"I am delighted to hear that Lady Leighton is getting on well, and as much gratified at having made on her a favourable impression; pray tell her that her presence and conversation inspired me with a desire to please her, and that her affectionate reception has still a lively hold on my memory.

"You tell me that you were touched at Steinle's kindness to me, and indeed it was such as might well touch any one; this time you will be touched at his affliction, poor man, he has just had a heavy misfortune—the most affectionate of fathers has lost another child, the second, in a year and a half; I heard this from André, who has just arrived from Frankfurt, and who called on the unfortunate man before he started and found him much dejected. He said in his melancholy but calm tone of voice: 'Ich habe eine Tochter begraben.' You think it improbable that I shall find a second Steinle; I delight in the belief that there is none.

"I am not surprised at your finding it impossible to imagine an artist without a genuine love for nature. In any but an age of perverted taste such a thing could not exist; but it is only too true that that most essential of qualities has become obsolete, and is hardly to be found at all. Artists now are full of breadth and depth; and, between us and the doorpost, flatness. On this subject I mean to tell you more in my next letter, when I speak more particularly of my artistic impressions and opinions, which I have not yet done.

"I am glad to hear what you tell me about the comfort you enjoy in Bath, from the superior cleanliness and decency of behaviour of English servants over foreign ones; it is a thing to which I am particularly alive, and which struck me very much last time I was in England; Gussy too, I am sure, appreciated it very much. I am sorry that I cannot participate in your enthusiasm about the beauties of Bath (barring, of course, the situation, which is charming), but I will say nothing against it, as I am only too glad that you should be pleased with it. I quite follow you in your admiration of the edifices in Westminster; I think that, taking them altogether, they form one of the finest groups of architecture that I ever saw; but what particularly pleases me in the Houses of Parliament is the example they set of building in that style of architecture which is our own, the growth, as it were, of our soil, and which therefore best befits our country. Such feelings, I have reason to believe, are becoming prevalent in England, and they may have great results; but I reserve all this for another letter.

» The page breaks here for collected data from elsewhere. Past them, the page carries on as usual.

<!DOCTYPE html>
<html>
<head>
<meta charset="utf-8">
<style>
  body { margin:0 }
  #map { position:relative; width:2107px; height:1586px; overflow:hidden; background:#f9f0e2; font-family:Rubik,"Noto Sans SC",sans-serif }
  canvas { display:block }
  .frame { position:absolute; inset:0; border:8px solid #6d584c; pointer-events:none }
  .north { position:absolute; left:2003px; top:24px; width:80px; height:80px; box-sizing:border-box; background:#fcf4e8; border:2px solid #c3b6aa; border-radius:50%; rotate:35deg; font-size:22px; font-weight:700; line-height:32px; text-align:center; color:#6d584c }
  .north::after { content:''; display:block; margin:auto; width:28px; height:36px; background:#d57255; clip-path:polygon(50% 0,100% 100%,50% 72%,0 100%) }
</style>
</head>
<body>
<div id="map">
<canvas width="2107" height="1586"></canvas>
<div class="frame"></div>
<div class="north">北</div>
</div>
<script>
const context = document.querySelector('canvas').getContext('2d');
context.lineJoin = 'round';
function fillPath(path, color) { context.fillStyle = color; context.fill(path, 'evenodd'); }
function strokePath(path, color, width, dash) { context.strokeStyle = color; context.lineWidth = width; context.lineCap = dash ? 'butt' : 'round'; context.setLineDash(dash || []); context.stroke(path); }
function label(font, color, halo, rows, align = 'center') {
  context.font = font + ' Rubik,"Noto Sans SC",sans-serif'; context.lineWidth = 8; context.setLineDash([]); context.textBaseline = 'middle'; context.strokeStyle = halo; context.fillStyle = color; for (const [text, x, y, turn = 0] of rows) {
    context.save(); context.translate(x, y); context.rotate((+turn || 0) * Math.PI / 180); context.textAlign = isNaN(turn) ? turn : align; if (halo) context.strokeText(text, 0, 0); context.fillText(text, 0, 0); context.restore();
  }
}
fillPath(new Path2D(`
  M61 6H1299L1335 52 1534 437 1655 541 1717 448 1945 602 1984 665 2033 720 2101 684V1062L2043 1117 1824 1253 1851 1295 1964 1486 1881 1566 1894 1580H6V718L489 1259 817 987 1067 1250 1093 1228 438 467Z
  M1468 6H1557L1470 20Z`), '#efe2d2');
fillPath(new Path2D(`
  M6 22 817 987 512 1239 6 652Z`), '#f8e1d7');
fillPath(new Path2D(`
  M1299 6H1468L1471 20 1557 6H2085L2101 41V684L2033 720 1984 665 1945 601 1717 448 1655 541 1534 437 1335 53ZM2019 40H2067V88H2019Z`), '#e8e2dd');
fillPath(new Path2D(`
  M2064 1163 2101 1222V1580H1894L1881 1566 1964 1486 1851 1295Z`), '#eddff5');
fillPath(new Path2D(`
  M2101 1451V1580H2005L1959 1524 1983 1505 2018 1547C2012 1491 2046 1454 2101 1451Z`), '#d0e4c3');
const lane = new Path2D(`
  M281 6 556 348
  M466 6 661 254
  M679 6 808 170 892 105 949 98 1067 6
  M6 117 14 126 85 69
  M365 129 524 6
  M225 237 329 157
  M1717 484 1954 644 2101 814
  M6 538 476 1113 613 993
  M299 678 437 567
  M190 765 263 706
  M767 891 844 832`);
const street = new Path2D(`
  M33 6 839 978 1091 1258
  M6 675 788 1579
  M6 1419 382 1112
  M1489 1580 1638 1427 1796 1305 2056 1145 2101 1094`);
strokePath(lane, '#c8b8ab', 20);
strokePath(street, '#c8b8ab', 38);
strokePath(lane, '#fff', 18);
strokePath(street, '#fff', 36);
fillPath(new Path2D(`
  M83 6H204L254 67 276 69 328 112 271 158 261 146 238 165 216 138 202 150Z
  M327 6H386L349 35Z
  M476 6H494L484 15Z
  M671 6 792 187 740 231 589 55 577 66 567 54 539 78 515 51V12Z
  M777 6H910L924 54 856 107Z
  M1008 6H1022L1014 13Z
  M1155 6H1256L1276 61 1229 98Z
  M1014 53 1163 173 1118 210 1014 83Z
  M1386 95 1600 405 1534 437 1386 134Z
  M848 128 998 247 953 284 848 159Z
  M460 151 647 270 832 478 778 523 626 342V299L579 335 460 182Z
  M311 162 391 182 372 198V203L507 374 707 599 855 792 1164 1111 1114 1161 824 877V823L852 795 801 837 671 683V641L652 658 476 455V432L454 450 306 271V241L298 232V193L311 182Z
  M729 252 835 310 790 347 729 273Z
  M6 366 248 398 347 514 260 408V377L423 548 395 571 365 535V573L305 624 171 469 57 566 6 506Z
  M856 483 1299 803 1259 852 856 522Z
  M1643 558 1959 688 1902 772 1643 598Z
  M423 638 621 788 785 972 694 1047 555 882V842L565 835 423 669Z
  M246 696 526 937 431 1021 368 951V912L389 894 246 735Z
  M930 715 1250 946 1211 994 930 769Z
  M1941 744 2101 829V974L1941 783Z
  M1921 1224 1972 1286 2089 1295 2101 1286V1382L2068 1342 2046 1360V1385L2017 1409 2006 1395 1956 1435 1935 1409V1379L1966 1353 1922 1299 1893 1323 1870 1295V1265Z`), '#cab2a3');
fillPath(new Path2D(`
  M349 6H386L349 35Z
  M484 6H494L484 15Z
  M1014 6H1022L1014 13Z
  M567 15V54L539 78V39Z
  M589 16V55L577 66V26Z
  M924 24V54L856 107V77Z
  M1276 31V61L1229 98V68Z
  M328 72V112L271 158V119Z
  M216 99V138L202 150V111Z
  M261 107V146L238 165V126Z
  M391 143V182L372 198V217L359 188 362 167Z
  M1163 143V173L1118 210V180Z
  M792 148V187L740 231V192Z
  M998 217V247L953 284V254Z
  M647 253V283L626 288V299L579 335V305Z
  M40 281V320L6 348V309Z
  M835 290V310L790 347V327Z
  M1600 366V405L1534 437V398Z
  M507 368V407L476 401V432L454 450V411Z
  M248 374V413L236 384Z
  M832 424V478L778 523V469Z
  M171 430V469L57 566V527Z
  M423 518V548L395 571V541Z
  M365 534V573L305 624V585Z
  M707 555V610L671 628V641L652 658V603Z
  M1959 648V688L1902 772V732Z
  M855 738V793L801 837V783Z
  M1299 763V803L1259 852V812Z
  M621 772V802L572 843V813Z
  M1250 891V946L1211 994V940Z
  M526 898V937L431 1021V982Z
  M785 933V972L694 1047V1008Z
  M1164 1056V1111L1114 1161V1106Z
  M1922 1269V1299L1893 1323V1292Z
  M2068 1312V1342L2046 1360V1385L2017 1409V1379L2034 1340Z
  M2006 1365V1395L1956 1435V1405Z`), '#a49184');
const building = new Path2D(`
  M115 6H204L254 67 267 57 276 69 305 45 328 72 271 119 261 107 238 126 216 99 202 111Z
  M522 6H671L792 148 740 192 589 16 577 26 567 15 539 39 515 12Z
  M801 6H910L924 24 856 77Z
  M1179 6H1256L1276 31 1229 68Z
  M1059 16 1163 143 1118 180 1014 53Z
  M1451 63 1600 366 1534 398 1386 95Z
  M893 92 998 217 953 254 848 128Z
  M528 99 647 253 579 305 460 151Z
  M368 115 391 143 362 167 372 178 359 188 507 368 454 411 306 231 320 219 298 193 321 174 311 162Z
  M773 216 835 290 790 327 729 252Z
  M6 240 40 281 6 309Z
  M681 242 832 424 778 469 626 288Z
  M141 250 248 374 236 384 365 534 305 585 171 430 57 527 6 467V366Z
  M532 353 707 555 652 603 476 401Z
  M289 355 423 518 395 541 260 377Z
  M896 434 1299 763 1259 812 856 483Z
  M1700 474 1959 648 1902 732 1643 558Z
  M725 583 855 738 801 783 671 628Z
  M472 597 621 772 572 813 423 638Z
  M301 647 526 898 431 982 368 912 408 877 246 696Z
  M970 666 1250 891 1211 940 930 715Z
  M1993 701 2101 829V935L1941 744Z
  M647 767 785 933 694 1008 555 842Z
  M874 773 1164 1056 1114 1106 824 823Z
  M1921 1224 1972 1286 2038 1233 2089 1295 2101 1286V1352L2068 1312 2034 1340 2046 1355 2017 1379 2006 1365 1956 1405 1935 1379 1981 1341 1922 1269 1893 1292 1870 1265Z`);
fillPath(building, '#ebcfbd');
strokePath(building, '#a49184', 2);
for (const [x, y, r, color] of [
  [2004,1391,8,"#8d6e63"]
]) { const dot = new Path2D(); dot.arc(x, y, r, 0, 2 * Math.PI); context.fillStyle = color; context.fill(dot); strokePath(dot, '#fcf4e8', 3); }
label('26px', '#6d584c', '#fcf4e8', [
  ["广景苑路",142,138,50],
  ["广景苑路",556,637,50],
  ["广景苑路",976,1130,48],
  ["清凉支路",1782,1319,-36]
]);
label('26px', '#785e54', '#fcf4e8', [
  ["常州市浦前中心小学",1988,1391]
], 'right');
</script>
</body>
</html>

I am glad to hear of the institution you tell me of for the cultivation of good principles; I believe that the greatness of England will not be as ephemeral as that of the other nations that have had the lead in succession, because so much is done to consolidate and increase in strength the basis on which it stands, and which is the best prop to the enduring prosperity of a nation, uprightness and morality.

"I have now followed and answered your letter, from beginning to end, from point to point, it is time I should close; next time I write, I shall be in Rome, settled for the winter.—Believe me, dear Mamma, with very best love to all, your most affectionate and dutiful son,

"Fred Leighton."

Translation.]

Venice, 31st August.

"Honoured and very dear Herr Steinle,—If I did not, according to our agreement, write to you directly Rico[19] arrived, it was because I could not make up my mind to put you off with two words, whereas I had neither time nor leisure to write you anything detailed. Now, however, arrived and established in Venice, I take up my pen to repair the neglect. It is a lovely, cool, clear summer morning; I sit at my window on the Grand Canal, and before my eyes rises in glorious beauty the incomparable outline of Sta. Maria della Salute with the adjoining Dogano. The newly risen sun (it is five o'clock in the morning) throws a golden, enchanted light along one side of the Canal; the gondolas and barges, which nestle in a numerous array at the steps of the Salute, glitter in the dusky distance like gleaming jewels on the borders of the silver mirror of the water, whose clear bosom is gently ruffled by the soft breath of dawn. All is still, except the distant church bells. What words can give an idea of such a sight? I gaze about me in a day-dream and think of you, the dear friend, the honoured master; all that I owe you for heartfelt sympathy and wise guidance, and cannot pay, rises before my grateful soul, and reminds me that I have lost one whom I shall miss many a time. I hope with all my heart that your stay in the mountains of Appenzell will have given you fresh strength, and that in all respects you are re-established and invigorated according to your expectations.

"Now, however, as I am to speak of myself, and to give some account of my impressions on my journey, I note that for me the potent picture of Italy, of Venice, has pushed all that went before into the background, almost blotted it out, so that now it floats before me like a dim remembrance; but with two exceptions: two pictures have impressed themselves deeply on my memory, and will certainly not be easily erased—I mean the Franciscan church at Innsbruck and lovely Meran. You were indeed right when you said that the cast giants in that church are the grandest achievement of German sculpture; they are colossal, a truly imposing spectacle, brilliant monuments of an age of noble taste. What eternal truth! What an amazing impress of individuality! Of marvellous execution that never borders on the little, full of breadth and strength, and yet nobly slender, they are the most perfect example of economy of detail; what a sharp contrast to the superficial stone-hammering (I might say) of to-day; what an everlasting shaming to the nineteenth century! I could name many sculptors who could not look at these things without profit.